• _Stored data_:

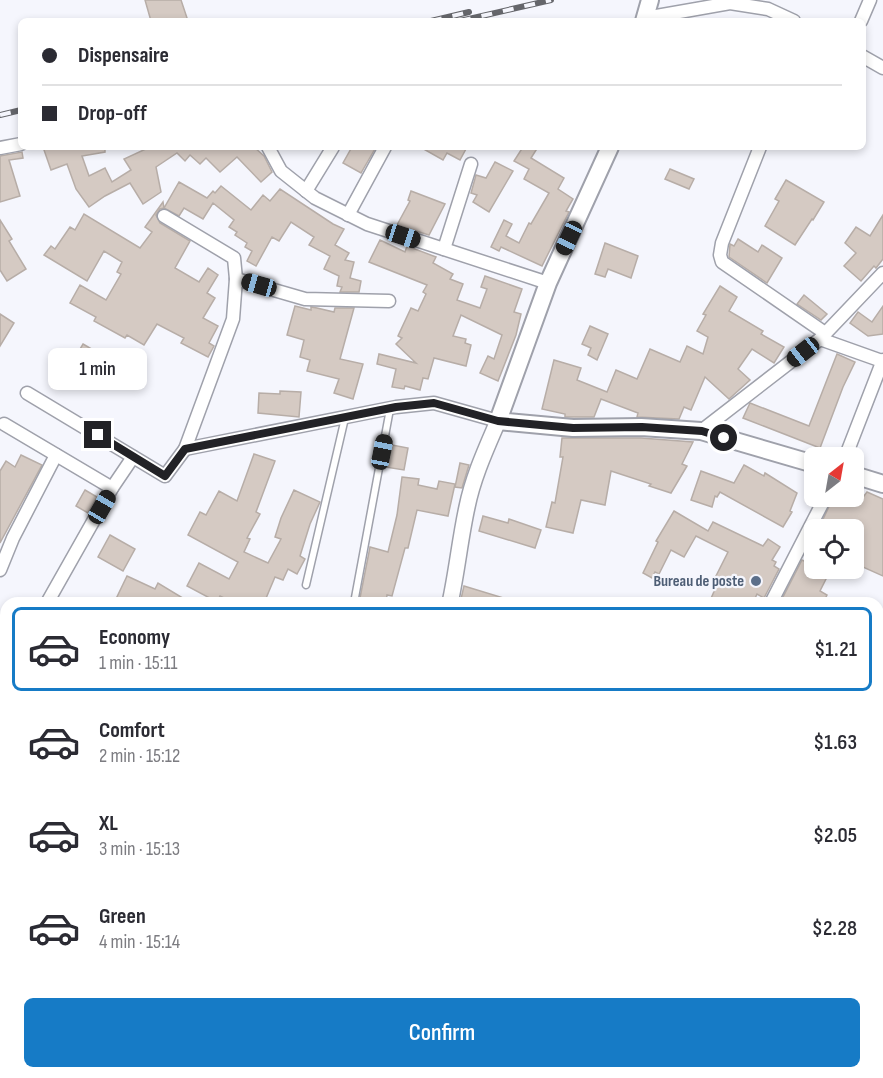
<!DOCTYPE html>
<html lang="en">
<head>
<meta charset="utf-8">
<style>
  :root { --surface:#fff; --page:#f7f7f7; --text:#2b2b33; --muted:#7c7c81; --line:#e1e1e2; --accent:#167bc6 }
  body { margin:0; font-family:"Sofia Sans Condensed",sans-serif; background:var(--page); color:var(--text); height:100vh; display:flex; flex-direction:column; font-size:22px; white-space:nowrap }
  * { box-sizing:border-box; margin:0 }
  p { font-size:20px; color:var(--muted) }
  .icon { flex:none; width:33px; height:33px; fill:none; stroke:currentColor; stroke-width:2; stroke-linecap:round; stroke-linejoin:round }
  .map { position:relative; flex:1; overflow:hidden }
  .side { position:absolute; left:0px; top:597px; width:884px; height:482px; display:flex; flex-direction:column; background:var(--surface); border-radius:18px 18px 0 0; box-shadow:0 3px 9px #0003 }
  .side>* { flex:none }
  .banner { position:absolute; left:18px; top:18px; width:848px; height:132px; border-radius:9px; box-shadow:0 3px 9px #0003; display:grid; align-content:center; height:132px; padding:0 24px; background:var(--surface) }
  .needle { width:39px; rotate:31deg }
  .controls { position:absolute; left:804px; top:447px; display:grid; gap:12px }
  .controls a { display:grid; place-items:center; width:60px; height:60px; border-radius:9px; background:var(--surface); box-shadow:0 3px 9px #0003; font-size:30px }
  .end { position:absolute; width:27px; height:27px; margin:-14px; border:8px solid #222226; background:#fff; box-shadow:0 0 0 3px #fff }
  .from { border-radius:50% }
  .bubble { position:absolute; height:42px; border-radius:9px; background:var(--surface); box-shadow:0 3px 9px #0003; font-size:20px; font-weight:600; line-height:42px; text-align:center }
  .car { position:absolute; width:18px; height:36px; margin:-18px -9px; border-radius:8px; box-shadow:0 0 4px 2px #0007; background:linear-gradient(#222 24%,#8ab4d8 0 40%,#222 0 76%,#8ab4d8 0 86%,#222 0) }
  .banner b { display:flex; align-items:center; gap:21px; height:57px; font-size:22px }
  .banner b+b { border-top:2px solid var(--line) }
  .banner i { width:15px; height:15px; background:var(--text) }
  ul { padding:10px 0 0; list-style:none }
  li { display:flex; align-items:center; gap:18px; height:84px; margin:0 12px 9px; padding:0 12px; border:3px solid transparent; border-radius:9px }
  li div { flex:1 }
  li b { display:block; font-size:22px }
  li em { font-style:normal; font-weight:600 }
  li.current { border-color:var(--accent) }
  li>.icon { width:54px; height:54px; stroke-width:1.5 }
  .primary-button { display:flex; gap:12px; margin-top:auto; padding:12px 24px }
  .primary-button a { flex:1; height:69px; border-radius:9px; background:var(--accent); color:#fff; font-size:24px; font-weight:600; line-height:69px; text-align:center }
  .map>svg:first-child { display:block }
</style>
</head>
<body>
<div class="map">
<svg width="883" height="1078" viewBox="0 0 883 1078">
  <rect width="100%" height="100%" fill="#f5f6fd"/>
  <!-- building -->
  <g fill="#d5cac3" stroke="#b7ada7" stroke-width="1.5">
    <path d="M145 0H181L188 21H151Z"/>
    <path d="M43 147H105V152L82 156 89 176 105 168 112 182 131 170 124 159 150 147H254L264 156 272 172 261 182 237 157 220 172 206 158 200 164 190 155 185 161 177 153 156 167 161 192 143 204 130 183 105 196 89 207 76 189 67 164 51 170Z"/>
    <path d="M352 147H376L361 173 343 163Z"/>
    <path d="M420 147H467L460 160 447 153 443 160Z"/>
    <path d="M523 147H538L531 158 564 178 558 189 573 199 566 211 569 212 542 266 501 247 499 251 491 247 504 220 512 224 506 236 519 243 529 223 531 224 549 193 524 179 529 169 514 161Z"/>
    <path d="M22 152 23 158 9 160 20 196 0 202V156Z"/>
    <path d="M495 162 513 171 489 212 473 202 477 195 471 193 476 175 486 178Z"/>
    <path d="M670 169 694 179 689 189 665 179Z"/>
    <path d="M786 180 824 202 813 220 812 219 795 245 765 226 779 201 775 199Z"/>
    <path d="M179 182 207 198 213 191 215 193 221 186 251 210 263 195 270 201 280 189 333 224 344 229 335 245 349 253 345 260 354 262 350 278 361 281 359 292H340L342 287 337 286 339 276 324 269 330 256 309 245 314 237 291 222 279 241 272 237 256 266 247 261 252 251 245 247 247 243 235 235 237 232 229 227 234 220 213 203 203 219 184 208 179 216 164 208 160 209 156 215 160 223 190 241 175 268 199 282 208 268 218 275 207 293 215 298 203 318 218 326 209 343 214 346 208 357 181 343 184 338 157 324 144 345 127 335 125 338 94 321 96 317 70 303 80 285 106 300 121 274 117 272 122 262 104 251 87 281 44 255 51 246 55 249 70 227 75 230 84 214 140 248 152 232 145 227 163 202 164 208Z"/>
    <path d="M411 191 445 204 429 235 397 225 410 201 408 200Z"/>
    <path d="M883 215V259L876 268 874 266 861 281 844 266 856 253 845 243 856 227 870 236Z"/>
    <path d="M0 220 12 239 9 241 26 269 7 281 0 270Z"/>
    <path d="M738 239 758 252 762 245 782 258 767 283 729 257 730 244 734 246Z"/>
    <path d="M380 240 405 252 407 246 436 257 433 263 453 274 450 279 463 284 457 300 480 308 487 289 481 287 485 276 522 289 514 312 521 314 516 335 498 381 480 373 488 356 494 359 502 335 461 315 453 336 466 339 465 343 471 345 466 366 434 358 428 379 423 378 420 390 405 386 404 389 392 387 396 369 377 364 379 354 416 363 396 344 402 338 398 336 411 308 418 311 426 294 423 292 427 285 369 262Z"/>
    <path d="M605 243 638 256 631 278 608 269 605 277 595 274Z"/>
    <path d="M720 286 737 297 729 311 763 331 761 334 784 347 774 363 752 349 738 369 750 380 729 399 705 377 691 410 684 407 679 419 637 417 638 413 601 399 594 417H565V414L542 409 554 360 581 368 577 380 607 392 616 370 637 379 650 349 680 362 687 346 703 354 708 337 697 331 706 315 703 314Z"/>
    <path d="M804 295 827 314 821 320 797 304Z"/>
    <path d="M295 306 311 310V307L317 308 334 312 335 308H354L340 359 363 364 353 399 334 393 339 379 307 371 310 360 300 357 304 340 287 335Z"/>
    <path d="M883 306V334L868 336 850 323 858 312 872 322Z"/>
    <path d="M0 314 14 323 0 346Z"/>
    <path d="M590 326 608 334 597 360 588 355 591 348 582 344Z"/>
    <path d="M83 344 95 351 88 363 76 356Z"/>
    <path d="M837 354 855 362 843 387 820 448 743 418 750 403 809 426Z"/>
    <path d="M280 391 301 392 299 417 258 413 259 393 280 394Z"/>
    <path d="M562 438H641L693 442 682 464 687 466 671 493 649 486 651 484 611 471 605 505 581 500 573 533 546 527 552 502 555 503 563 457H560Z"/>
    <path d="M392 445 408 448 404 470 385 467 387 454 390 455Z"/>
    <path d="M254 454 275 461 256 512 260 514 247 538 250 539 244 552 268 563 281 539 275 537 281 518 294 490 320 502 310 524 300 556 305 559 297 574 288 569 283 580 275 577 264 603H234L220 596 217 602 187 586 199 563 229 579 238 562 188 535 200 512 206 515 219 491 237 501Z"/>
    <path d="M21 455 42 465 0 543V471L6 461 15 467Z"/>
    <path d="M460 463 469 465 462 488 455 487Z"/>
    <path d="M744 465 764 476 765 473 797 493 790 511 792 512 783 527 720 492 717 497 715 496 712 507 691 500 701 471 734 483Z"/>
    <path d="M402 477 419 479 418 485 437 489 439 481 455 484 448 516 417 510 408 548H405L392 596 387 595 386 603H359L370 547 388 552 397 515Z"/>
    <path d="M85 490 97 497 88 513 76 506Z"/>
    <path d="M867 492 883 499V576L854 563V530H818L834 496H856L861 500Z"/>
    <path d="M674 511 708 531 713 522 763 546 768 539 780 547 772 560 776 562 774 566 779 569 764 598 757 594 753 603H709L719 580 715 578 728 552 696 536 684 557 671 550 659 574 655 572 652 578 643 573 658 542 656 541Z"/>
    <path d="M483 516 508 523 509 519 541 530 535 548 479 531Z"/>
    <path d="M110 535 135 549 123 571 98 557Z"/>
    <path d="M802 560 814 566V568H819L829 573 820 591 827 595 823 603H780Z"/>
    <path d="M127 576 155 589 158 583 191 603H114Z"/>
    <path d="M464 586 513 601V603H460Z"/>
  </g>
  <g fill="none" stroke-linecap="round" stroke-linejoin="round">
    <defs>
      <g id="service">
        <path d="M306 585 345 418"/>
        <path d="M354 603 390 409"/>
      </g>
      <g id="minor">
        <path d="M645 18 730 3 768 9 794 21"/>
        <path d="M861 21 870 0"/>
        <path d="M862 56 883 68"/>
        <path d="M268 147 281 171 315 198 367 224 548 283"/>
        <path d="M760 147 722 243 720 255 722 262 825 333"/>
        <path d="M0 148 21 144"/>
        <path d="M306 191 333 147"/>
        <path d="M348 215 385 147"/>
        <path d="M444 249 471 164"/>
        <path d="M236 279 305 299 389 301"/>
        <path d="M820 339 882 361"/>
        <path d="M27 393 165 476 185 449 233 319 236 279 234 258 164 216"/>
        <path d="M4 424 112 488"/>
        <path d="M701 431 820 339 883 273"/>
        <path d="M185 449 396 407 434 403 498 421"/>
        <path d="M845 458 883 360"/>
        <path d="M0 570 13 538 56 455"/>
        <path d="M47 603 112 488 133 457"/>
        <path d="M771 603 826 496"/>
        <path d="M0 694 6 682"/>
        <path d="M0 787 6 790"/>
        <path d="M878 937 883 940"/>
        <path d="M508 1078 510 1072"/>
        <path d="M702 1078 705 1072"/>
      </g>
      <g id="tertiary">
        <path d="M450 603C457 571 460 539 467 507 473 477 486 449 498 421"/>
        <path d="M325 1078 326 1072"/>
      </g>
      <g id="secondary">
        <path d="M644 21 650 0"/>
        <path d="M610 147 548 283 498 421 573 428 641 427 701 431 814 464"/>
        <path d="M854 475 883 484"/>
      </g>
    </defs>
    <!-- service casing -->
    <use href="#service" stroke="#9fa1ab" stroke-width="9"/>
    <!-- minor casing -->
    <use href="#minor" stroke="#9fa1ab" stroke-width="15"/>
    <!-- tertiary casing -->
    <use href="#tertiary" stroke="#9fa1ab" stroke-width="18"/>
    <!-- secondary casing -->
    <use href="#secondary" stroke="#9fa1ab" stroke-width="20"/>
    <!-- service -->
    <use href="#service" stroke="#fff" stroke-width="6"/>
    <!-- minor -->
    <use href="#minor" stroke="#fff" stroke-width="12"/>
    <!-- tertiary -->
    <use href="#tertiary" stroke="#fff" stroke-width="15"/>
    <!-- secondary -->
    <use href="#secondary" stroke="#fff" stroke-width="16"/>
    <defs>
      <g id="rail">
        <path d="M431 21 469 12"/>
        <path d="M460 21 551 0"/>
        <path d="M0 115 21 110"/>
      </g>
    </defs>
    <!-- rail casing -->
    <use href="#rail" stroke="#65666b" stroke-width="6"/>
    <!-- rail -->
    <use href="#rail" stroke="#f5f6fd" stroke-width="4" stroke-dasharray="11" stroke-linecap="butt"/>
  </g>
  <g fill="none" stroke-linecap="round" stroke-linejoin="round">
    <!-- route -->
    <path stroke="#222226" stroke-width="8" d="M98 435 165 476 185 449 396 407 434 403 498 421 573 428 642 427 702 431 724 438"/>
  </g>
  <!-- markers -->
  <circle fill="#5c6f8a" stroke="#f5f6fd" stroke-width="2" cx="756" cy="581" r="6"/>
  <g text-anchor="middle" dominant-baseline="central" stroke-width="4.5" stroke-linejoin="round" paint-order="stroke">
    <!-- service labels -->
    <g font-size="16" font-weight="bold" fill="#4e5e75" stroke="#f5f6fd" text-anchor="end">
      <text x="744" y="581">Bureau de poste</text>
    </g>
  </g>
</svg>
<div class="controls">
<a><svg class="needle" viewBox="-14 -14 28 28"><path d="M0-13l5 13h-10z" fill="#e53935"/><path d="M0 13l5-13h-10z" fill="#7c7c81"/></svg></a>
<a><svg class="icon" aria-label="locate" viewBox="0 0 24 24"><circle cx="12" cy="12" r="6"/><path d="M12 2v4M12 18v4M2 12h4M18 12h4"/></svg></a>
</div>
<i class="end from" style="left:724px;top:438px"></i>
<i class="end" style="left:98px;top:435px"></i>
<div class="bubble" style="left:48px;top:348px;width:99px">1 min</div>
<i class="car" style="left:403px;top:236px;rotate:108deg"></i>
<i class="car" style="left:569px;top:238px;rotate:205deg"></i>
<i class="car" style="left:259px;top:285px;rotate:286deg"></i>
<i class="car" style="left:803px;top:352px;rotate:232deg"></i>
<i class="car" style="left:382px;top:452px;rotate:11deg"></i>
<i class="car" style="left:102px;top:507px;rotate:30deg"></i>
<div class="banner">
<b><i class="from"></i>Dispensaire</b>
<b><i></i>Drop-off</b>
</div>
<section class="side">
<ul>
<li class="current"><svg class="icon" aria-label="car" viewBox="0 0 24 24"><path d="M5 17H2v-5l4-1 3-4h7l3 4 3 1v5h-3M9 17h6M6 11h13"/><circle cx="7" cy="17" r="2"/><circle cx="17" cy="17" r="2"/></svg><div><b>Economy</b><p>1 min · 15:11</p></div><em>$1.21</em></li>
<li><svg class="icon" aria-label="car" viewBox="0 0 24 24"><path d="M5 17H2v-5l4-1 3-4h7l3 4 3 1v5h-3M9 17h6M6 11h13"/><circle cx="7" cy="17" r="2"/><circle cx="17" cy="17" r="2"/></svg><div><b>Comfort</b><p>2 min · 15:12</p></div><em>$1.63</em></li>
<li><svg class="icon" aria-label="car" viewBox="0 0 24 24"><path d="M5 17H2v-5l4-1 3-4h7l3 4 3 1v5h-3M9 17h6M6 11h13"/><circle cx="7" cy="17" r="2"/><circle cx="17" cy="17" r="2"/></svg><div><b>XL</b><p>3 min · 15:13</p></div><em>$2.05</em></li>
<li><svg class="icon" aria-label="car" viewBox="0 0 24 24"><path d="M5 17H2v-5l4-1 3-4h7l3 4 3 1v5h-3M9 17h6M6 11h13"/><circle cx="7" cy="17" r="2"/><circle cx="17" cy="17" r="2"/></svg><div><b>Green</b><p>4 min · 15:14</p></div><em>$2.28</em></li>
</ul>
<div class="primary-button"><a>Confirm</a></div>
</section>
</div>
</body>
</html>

• _Activity_:
Go through the records and count every line with the word "body"; the answer is the number alone.

• _Reply to the exercise_:
3